• Goal of the exercise
Using the listing that follows, return every line with the word "this".

• Material to process
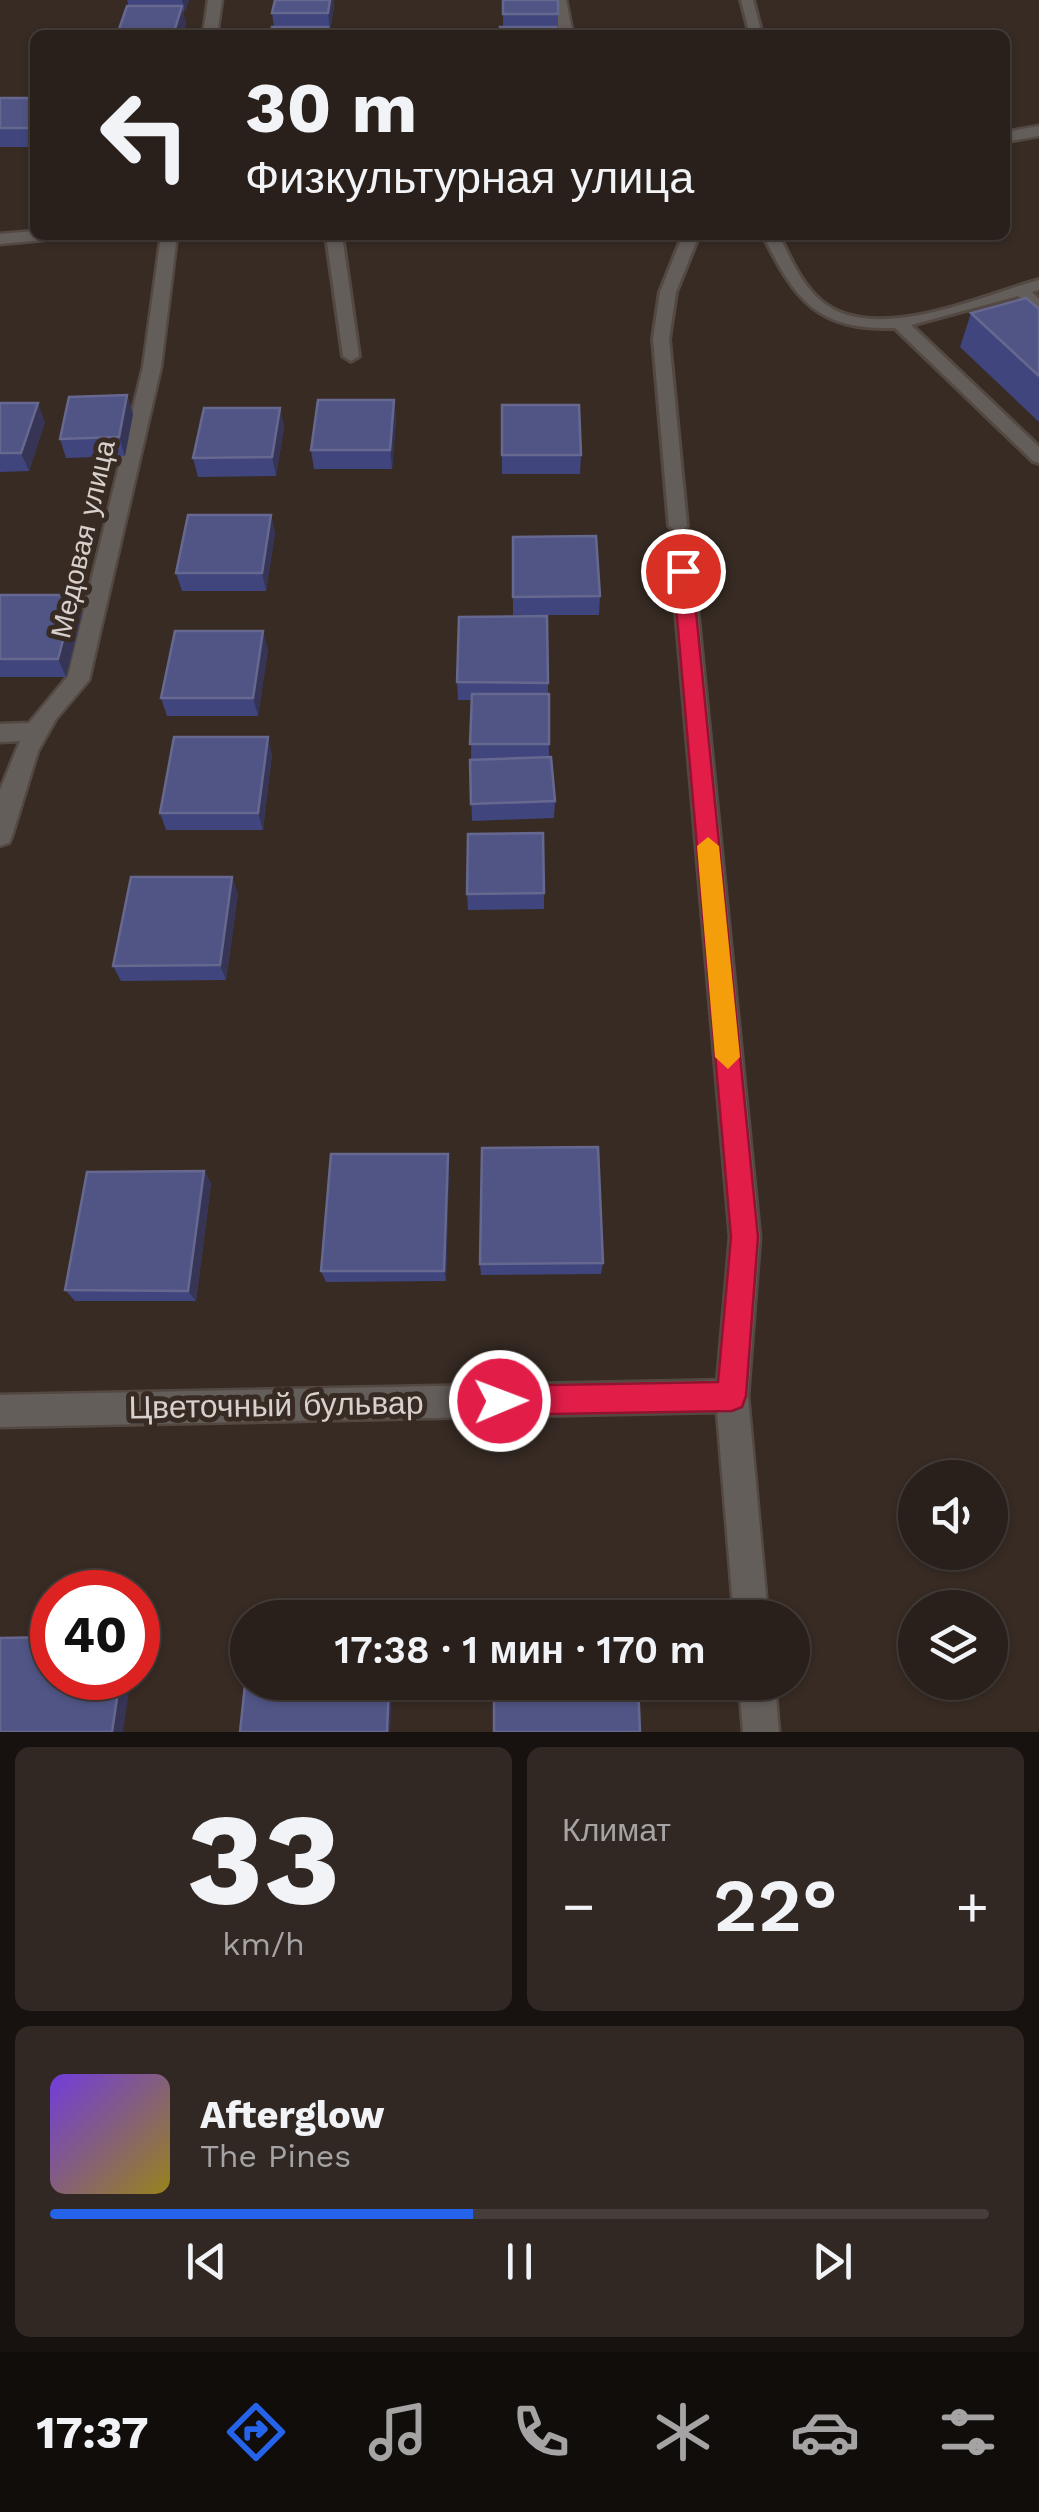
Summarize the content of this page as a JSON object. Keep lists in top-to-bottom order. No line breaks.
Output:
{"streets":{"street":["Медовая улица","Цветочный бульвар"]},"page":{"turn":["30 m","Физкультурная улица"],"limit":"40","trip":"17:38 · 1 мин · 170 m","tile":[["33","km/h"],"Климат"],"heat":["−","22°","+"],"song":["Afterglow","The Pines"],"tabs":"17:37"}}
---
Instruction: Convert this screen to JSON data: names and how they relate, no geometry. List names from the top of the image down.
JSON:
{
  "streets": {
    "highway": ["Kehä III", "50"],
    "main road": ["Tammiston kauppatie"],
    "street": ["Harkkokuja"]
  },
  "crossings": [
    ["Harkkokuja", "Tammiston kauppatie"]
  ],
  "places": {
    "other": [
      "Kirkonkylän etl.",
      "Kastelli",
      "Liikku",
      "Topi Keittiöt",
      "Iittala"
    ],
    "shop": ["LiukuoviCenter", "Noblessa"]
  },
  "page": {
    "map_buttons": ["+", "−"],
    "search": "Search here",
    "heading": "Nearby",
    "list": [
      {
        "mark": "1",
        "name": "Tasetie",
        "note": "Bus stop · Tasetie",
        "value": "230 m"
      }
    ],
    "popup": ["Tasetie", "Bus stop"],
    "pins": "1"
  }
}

• Answer to the exercise
Summarize the content of this page as a JSON object. Keep lists in top-to-bottom order. No line breaks.
Instruction: Convert this screen to JSON data: names and how they relate, no geometry. List names from the top of the image down.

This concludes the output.